Physicians and nurses at asthma clinics, and community health groups are your best advocates for recruiting participants. They know patients and their families well, can identify potential participants with the necessary background and skills for such a discussion, they can explain what the study is about, and generate interest and excitement about the study. If the patient is interested, the contact person can forward the names and contact information to you.

  1. Get a list of potential discussion group participants from the clinics, hospitals or community groups you are working with. Basic information on the list should include:
    • Name
    • Address
    • Telephone number
    • Age
    • Experience with asthma
    • When it is most convenient for them to attend a discussion group
  2. Based on the information provided, choose a time and place for the discussion group that is reasonable for most people. Participant convenience must drive the time and place. Evenings or weekends often work best. It is advisable to have at least one other date lined up to give people some options.

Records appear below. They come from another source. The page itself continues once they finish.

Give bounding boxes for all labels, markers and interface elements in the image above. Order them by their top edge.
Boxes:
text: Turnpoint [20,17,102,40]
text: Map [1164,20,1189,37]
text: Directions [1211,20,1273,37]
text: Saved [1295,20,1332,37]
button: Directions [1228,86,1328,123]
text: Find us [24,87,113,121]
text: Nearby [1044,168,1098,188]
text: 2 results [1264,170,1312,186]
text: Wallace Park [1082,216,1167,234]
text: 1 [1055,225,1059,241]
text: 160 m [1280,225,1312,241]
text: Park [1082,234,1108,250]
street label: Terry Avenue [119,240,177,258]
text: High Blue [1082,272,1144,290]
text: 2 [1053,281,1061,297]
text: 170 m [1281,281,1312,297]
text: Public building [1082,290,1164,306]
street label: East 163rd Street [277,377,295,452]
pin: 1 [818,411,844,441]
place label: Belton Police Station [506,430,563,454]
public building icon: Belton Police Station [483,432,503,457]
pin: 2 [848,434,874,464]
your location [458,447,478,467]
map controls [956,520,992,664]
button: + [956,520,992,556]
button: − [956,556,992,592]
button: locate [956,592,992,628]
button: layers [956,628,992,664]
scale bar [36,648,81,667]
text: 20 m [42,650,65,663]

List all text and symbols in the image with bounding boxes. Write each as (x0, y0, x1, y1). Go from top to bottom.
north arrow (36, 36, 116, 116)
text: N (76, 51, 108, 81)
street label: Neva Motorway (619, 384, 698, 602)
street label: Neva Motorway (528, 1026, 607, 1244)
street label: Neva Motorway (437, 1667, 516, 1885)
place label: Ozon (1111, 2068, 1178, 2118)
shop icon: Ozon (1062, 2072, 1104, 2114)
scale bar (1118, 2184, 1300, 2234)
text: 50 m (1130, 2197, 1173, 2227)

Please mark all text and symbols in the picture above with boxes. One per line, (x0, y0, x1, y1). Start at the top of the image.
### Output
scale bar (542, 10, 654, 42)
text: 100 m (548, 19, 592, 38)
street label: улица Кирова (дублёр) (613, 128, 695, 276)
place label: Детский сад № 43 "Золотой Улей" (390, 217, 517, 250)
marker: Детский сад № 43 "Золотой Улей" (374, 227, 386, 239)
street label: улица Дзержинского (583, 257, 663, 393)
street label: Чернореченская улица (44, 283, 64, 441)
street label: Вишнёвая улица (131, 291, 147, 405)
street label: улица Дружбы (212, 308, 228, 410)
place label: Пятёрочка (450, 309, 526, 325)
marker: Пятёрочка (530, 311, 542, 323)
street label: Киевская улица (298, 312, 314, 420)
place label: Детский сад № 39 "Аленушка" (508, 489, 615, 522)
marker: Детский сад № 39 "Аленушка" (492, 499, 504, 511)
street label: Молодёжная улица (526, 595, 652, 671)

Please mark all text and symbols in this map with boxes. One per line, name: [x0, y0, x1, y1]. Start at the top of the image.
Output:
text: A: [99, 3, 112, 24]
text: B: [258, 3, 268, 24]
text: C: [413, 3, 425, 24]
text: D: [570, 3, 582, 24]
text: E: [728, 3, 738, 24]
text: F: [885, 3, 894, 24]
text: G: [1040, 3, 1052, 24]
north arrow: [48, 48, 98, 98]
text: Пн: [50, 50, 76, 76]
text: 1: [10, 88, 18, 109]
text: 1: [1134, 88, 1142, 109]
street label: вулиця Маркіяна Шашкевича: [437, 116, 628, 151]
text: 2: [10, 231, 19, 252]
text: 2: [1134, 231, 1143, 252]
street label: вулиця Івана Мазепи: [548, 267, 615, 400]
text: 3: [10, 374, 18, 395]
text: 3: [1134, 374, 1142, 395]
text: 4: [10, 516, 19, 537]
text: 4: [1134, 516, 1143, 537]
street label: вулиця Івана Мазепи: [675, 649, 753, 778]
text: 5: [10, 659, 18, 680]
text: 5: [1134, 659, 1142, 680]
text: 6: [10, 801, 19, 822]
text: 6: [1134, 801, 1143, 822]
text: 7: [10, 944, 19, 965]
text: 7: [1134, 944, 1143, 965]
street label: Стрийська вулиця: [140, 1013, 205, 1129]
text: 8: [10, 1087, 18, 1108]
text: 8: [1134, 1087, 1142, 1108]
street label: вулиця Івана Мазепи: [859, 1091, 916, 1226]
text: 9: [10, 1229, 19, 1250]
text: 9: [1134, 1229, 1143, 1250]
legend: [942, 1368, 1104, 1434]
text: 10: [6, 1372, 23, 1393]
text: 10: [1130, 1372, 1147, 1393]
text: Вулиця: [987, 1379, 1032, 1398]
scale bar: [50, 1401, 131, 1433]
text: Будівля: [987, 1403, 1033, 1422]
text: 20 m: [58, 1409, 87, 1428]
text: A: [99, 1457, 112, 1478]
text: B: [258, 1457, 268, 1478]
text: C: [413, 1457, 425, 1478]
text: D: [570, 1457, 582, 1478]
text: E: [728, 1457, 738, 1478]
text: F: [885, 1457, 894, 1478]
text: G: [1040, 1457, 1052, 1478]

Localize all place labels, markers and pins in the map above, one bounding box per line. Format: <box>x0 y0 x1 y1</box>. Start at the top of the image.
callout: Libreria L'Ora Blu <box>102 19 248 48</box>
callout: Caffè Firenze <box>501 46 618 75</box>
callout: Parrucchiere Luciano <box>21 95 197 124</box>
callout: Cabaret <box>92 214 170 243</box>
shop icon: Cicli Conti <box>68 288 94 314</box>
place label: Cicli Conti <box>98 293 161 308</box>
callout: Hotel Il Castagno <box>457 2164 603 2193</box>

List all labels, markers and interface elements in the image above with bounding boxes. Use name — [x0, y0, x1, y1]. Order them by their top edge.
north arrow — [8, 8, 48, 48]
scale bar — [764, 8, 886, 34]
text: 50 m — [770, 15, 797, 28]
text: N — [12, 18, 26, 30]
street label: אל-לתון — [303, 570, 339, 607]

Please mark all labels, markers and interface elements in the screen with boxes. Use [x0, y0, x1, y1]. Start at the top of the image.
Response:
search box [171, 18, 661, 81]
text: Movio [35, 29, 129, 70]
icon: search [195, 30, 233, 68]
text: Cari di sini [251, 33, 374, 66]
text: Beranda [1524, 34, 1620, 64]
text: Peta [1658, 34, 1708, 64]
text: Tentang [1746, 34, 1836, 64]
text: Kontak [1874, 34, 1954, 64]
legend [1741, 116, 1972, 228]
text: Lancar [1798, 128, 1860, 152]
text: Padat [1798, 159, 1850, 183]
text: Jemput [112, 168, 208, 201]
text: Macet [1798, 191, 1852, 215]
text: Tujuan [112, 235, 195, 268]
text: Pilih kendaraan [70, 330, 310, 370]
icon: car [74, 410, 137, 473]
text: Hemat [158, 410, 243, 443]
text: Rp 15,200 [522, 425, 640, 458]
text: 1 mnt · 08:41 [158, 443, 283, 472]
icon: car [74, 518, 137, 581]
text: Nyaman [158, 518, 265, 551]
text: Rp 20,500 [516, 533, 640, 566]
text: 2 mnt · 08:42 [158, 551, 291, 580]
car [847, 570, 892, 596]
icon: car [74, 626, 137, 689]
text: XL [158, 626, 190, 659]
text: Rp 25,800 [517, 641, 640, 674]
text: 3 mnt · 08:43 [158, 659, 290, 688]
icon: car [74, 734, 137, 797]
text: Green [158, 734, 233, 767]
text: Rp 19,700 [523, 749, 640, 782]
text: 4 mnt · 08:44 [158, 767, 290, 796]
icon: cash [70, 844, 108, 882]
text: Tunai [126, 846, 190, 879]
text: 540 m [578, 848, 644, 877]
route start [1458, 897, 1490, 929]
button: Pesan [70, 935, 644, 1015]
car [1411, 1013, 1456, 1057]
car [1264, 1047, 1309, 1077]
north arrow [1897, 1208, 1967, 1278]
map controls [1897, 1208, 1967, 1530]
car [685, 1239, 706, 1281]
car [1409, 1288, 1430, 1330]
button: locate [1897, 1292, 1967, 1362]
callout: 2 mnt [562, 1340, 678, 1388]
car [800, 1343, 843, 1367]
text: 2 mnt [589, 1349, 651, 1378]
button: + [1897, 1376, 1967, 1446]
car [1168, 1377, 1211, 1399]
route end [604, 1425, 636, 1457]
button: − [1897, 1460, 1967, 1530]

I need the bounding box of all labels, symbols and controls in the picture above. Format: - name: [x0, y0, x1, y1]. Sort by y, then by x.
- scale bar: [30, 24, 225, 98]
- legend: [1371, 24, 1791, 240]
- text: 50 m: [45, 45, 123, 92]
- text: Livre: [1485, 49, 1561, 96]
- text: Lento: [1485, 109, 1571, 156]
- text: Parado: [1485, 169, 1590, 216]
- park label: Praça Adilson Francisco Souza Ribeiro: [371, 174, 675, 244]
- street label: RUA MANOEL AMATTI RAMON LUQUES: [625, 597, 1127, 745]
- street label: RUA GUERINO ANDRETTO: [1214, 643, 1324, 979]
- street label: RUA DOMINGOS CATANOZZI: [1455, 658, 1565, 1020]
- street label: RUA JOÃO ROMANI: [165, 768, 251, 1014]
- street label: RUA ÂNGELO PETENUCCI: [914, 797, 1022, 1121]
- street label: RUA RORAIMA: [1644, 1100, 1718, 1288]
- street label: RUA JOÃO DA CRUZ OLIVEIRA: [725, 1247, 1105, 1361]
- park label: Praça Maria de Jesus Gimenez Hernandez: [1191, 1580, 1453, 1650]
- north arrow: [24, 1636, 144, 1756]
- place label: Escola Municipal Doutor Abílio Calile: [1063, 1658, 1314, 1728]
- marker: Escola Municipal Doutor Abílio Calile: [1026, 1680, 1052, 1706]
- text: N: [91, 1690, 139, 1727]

  3. Before calling the people on your list, it is helpful to send a letter in advance. The letter should mention their clinic/hospital's recruitment, the purpose of the discussion group and the value of their participation. Inform them of the possible dates and times of the discussion group and let them know you when you will be calling to ask if they would like to participate.
  4. When making the telephone call, introduce yourself and explain your connection with their clinic or hospital. Remind them of the clinic/hospital recruitment and refer to the letter you sent. Reiterate briefly what the study is about and emphasize how their help is essential and valuable to the development of CHESS. Ask if they would be willing to attend a discussion group at any of the times listed in the letter.
  5. Offer to pay for travel expenses if they are not local.
  6. If the person agrees to participate, confirm the time and date they can attend, and give clear instructions on how to get to the meeting place.
  7. An optimal size for nominal discussion groups is six to eight participants. Four participants are the minimum for an effective discussion group.